A big day for affordable birth control

Birth control without co-pays or deductibles has arrived. (You can go ahead and fist pump now.)

UPDATE: President Biden has opened the enrollment period for the Affordable Care Act health insurance plans for 2022. You can now enroll in one of these plans until January 15, 2022, at healthcare.gov. Some states have their own open enrollment periods and websites for signing up. Check to see if your state does. We also have more information about how to get insurance and learn what kinds of plans to watch out for.

Happy hump day is an understatement. A year ago we posted about the Department of Health and Human Services’ (HHS) decision to require new health insurance plans to cover all FDA-approved birth control methods without co-pays or deductibles. Why? Birth control is a recommended preventive service under the Affordable Care Act (ACA), which means most health insurance plans have to cover it without out-of-pocket costs.

The requirement goes into effect starting today, August 1, 2012, when most student health insurance plans begin and in plenty of time for the end of the year, when many employers are renewing their health insurance plans.

So what does it all mean?

For an estimated 47 million women, it means access to all FDA-approved birth control methods, along with contraceptive counseling, STI screening, regular “well-women” check-ups, and other important preventive services starting whenever their health insurance plan is renewed. All of that will be fully covered by insurance without any additional out-of-pocket costs.

One of the many reasons this news is so exciting is that it means insured folks can get whatever birth control method is best for them without worrying about what’s cheapest. This is a big deal since some of the best methods for preventing pregnancy can be expensive up front.

Can we celebrate yet?

Absolutely—but there are some details worth noting about who will be covered and when.

  • This is just the beginning. Like we said above, lots of insurance plans renew after August 1, 2012, so the change might not apply to your plan right away.

  • The new requirements only benefit people with insurance. The cost of these services won’t change if you don’t have health insurance, although other provisions of the ACA may help uninsured folks get birth control coverage down the line.

  • Some health insurance plans will be exempt. Health insurance plans that have maintained “grandfathered” status, as well as plans offered by churches and houses of worship, won’t have to cover these services.
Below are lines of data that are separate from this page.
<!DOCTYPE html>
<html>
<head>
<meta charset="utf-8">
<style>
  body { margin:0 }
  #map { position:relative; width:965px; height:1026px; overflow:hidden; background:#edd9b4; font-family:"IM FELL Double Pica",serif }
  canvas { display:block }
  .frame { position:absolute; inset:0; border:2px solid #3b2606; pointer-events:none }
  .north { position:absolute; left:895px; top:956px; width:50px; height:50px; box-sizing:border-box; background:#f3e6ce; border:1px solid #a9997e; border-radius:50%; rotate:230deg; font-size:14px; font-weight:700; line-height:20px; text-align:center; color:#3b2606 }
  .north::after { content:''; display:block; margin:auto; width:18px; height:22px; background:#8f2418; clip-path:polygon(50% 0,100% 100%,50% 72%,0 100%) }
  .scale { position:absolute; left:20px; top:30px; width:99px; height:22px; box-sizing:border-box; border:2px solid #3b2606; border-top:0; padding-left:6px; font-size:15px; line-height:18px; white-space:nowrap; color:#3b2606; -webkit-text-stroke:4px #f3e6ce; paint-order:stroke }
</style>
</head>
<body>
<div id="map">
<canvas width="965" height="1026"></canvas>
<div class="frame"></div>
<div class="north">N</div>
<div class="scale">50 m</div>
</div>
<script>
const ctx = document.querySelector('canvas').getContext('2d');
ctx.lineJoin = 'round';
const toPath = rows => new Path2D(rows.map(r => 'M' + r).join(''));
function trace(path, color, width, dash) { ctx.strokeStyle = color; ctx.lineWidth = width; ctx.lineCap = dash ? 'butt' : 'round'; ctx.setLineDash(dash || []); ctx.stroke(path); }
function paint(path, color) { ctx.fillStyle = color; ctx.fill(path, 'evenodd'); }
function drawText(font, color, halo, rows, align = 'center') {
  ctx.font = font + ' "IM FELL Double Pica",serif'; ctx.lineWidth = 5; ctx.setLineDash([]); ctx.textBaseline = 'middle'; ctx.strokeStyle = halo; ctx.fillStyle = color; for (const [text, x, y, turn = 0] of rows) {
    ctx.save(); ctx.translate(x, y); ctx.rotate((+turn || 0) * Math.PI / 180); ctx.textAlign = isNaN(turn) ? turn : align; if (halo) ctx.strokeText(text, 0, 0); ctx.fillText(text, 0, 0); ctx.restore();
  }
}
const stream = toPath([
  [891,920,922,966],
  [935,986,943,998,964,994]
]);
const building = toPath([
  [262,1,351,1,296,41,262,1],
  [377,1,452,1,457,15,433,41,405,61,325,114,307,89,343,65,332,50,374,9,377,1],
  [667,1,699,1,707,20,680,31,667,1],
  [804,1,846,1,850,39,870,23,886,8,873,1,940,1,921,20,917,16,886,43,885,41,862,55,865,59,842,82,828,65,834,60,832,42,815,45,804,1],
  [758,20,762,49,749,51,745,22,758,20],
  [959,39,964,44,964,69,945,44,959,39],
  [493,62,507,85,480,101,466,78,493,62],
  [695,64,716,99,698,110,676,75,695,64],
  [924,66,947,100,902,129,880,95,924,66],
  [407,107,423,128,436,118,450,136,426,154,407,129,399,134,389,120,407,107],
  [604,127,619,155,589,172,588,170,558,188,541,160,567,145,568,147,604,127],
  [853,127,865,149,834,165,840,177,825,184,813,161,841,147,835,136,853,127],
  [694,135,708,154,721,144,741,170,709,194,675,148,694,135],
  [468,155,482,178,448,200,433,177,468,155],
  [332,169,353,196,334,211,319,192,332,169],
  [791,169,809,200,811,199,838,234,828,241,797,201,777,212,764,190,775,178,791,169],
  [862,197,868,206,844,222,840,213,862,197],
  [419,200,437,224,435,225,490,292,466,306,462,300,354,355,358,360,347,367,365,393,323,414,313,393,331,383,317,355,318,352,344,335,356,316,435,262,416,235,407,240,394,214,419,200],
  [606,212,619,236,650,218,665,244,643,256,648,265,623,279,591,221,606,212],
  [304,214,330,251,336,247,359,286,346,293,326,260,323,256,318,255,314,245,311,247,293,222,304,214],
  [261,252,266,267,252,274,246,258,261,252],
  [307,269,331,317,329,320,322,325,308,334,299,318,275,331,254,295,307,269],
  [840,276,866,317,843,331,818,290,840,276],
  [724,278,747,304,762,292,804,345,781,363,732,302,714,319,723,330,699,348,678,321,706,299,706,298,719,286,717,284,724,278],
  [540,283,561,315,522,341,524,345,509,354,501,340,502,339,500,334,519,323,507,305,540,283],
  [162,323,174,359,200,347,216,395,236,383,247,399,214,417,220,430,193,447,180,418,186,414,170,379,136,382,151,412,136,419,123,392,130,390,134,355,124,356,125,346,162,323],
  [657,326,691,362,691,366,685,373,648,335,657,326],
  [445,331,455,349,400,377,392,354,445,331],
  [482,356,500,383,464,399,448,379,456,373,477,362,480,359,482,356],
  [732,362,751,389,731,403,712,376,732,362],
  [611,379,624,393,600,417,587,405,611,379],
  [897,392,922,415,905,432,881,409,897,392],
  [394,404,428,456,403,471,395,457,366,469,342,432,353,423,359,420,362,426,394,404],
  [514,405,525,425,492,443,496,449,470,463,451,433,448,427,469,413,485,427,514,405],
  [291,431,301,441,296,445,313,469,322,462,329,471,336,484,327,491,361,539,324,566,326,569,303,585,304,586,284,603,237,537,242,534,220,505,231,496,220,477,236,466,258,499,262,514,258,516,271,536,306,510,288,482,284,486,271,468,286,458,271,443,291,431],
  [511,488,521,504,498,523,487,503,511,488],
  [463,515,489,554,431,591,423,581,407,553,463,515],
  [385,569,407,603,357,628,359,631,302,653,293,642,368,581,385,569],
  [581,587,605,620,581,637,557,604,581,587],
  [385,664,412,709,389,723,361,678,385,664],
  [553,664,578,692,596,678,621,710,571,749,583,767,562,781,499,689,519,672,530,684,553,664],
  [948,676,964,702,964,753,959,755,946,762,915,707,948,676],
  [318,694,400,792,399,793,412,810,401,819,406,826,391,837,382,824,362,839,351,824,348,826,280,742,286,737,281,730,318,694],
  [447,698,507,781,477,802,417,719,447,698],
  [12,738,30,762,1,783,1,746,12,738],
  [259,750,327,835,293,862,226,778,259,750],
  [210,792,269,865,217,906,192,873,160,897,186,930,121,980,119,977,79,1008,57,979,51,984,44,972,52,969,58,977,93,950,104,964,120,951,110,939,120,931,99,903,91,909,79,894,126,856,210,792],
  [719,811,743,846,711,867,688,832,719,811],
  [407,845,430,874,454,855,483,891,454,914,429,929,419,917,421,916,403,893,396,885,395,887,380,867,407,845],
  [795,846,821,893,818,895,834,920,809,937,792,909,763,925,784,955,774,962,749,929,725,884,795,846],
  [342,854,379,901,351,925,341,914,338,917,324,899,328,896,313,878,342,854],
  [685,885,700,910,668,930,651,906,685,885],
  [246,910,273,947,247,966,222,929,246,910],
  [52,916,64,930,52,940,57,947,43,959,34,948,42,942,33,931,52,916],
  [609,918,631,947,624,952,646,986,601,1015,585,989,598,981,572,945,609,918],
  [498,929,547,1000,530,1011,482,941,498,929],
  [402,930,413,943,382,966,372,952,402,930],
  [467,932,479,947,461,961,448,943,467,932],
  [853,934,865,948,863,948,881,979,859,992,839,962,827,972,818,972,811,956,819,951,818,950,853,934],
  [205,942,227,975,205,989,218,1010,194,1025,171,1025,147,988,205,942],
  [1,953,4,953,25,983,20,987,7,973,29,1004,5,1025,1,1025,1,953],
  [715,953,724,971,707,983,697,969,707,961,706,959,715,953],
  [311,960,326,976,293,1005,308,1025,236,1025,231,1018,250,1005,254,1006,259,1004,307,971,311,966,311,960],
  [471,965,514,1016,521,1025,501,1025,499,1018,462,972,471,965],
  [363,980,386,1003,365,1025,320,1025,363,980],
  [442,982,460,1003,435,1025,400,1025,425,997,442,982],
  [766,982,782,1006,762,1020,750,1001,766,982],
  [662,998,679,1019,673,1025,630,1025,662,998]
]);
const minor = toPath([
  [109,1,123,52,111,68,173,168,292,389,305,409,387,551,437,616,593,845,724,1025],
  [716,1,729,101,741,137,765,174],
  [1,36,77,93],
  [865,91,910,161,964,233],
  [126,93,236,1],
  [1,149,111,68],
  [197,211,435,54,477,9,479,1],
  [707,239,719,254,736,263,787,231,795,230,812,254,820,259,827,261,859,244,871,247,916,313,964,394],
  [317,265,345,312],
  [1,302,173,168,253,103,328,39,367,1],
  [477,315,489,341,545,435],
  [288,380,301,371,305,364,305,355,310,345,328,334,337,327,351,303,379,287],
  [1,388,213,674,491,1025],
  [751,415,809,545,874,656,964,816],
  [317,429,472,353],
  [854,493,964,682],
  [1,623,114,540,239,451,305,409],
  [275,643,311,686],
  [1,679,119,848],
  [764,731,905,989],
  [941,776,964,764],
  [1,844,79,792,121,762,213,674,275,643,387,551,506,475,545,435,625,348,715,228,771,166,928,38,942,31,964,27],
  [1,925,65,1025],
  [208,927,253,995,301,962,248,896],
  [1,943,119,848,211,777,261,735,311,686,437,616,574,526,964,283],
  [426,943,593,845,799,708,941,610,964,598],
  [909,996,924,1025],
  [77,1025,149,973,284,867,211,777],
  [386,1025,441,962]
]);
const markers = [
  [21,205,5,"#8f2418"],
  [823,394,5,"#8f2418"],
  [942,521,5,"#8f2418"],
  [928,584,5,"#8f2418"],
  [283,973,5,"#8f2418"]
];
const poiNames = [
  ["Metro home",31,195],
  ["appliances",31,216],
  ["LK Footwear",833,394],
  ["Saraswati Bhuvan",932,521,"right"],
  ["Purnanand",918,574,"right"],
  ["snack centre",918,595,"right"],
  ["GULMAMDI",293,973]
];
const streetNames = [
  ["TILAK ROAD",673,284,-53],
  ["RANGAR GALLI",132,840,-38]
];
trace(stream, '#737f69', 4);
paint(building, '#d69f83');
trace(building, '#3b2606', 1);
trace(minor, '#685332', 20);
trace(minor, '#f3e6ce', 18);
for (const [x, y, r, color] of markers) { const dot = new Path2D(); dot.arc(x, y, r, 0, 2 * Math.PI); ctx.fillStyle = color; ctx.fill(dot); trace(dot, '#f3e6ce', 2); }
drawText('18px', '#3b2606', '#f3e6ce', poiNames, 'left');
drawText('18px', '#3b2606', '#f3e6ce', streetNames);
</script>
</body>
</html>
The National Women’s Law Center (NWLC) has details on what it means if your plan is grandfathered in case you want more info on that mysterious term.

  • Religiously-affiliated institutions, including some colleges and universities, will have until August 1, 2013, to comply and even then won’t be required to directly cover these services. Instead, HHS is figuring out the best way to accommodate these institutions while still making sure coverage is available for women on these plans.

  • Brand names might not always be included. The rule will allow plans to control costs by, for example, continuing to charge co-pays for branded drugs if a safe, effective generic alternative is available.

Now what?

If you have insurance, the best way to find out whether or when you’ll benefit from the new requirement is to call and ask. NWLC even has a script you can use when you call.

If you’re not insured, or if your insurance plan is exempt, there could be other ways for you to get free or low-cost birth control. Try our free birth control finder to see what your state offers.

This is great news for lots of people, but they might not know it yet. So whatever your health insurance status, we hope you’ll help get the word out to friends, family, tweeps, etc. that prevention may have just gotten more affordable.